Brief: Lines that contain "data" are to be copied from the material, every one of them.

-- Opening Marker --

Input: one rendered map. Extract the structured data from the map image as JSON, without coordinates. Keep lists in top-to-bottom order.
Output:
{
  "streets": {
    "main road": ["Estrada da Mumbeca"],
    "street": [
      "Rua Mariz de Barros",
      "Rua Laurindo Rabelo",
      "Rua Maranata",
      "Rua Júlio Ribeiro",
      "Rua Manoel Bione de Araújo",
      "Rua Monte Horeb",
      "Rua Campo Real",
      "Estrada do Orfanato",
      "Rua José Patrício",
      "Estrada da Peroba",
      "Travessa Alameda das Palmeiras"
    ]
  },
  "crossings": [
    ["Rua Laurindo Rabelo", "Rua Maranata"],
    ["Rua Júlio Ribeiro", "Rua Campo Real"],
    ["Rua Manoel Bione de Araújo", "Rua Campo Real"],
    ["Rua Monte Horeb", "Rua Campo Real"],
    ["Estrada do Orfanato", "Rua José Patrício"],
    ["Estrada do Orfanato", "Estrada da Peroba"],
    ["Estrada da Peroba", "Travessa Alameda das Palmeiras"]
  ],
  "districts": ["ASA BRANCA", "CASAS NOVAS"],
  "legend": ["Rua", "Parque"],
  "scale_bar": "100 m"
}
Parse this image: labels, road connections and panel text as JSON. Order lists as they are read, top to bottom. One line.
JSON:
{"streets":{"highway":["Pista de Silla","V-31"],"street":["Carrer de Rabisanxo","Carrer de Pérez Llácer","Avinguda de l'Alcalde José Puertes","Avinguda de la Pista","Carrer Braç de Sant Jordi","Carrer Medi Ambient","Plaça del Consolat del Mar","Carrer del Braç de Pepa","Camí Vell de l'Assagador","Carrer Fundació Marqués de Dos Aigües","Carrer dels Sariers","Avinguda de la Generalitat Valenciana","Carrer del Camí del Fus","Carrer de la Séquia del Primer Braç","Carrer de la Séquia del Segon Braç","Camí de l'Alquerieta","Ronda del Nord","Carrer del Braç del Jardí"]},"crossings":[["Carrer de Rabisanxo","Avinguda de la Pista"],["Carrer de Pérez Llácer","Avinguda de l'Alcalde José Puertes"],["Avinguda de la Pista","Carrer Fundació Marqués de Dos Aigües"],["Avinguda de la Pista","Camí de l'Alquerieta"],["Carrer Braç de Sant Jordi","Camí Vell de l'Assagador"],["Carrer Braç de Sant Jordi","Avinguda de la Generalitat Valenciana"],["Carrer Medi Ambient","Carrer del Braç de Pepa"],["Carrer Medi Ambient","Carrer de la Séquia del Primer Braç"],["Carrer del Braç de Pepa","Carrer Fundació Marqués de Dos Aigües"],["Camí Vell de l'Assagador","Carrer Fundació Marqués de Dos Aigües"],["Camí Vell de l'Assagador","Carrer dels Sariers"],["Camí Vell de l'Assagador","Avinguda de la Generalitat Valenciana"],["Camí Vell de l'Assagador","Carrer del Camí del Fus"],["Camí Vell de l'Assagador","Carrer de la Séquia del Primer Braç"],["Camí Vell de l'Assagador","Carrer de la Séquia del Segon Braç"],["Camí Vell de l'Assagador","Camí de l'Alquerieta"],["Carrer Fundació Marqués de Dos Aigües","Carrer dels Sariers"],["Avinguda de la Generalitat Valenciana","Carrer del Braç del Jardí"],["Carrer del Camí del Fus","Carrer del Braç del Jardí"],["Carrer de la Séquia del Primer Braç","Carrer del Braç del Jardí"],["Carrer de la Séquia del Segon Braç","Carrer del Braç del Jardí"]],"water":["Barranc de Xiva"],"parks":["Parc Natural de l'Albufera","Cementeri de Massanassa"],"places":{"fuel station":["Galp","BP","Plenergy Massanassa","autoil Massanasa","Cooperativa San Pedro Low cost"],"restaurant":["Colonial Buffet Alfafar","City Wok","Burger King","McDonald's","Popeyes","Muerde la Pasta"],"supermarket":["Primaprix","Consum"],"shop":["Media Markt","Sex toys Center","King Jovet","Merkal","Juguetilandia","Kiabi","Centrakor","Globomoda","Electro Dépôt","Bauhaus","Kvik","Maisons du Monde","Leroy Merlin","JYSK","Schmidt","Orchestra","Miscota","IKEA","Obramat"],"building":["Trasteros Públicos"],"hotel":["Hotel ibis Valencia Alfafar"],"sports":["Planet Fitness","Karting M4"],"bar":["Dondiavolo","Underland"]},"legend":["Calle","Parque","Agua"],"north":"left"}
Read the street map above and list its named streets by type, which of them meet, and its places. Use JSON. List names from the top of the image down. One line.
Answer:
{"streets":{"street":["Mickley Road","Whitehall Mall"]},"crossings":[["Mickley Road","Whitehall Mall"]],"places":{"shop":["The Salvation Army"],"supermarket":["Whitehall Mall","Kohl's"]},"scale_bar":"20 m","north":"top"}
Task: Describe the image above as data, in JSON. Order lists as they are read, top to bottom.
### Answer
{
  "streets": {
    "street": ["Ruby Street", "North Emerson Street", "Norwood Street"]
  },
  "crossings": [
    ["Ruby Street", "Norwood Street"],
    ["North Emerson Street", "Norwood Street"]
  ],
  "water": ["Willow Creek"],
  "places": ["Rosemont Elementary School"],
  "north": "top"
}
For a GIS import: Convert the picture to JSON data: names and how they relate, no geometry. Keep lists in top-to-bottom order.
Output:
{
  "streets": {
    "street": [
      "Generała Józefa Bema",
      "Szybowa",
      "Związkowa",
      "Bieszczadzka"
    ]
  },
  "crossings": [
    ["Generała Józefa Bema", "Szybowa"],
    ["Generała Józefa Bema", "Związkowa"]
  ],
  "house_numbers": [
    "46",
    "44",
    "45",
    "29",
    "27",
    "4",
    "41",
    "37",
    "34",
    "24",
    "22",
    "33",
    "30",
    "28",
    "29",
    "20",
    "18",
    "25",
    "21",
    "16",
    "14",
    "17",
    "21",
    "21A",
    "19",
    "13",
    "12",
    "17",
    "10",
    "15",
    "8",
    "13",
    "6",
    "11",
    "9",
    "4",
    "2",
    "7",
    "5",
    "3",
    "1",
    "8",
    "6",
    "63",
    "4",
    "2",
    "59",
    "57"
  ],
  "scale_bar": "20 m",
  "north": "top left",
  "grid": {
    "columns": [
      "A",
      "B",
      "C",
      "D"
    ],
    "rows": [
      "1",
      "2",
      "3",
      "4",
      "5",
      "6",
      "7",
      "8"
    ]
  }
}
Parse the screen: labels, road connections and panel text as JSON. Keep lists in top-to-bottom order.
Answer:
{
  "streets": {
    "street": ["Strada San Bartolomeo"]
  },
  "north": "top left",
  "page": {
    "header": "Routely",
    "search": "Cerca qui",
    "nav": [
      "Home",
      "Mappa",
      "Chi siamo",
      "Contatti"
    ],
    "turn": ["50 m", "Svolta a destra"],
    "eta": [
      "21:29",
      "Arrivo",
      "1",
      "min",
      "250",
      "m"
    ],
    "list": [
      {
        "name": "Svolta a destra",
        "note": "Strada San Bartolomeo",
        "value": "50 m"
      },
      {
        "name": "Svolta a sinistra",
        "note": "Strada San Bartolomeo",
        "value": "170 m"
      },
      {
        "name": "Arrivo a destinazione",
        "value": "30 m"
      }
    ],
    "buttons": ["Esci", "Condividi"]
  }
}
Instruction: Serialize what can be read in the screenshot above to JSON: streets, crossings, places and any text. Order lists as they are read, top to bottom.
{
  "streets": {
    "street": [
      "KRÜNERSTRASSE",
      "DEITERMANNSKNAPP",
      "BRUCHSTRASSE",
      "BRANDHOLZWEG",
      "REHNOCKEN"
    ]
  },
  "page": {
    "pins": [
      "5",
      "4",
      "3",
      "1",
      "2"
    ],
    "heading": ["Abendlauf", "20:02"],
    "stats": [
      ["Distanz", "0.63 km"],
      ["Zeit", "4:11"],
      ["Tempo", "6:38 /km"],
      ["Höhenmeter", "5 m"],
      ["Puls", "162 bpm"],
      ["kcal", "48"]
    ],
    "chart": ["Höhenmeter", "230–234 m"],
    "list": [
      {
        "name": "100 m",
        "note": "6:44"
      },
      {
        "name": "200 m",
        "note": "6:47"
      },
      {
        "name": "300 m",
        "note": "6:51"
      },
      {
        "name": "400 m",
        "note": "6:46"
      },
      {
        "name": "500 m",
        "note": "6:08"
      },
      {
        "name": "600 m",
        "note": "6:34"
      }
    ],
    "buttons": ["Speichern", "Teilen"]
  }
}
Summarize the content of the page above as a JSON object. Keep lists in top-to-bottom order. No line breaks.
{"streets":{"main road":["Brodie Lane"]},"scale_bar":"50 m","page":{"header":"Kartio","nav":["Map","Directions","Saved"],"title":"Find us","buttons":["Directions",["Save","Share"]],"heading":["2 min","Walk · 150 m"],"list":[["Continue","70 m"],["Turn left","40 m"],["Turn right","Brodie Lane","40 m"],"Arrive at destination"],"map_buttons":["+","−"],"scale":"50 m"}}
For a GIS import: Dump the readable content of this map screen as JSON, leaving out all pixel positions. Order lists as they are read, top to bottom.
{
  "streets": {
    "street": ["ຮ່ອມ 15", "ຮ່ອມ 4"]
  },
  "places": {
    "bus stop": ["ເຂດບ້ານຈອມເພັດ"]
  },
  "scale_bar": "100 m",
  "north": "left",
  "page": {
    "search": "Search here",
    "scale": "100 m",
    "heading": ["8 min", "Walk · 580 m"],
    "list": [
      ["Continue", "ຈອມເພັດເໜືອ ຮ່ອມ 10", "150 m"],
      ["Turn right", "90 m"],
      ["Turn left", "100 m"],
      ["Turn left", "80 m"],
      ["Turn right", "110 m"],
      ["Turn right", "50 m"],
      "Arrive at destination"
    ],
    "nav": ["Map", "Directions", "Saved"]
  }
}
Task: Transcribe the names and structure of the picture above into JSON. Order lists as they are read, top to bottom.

-- Closing Marker --

Written solution:
Input: one rendered map. Extract the structured data from the map image as JSON, without coordinates. Keep lists in top-to-bottom order.
Task: Describe the image above as data, in JSON. Order lists as they are read, top to bottom.
For a GIS import: Convert the picture to JSON data: names and how they relate, no geometry. Keep lists in top-to-bottom order.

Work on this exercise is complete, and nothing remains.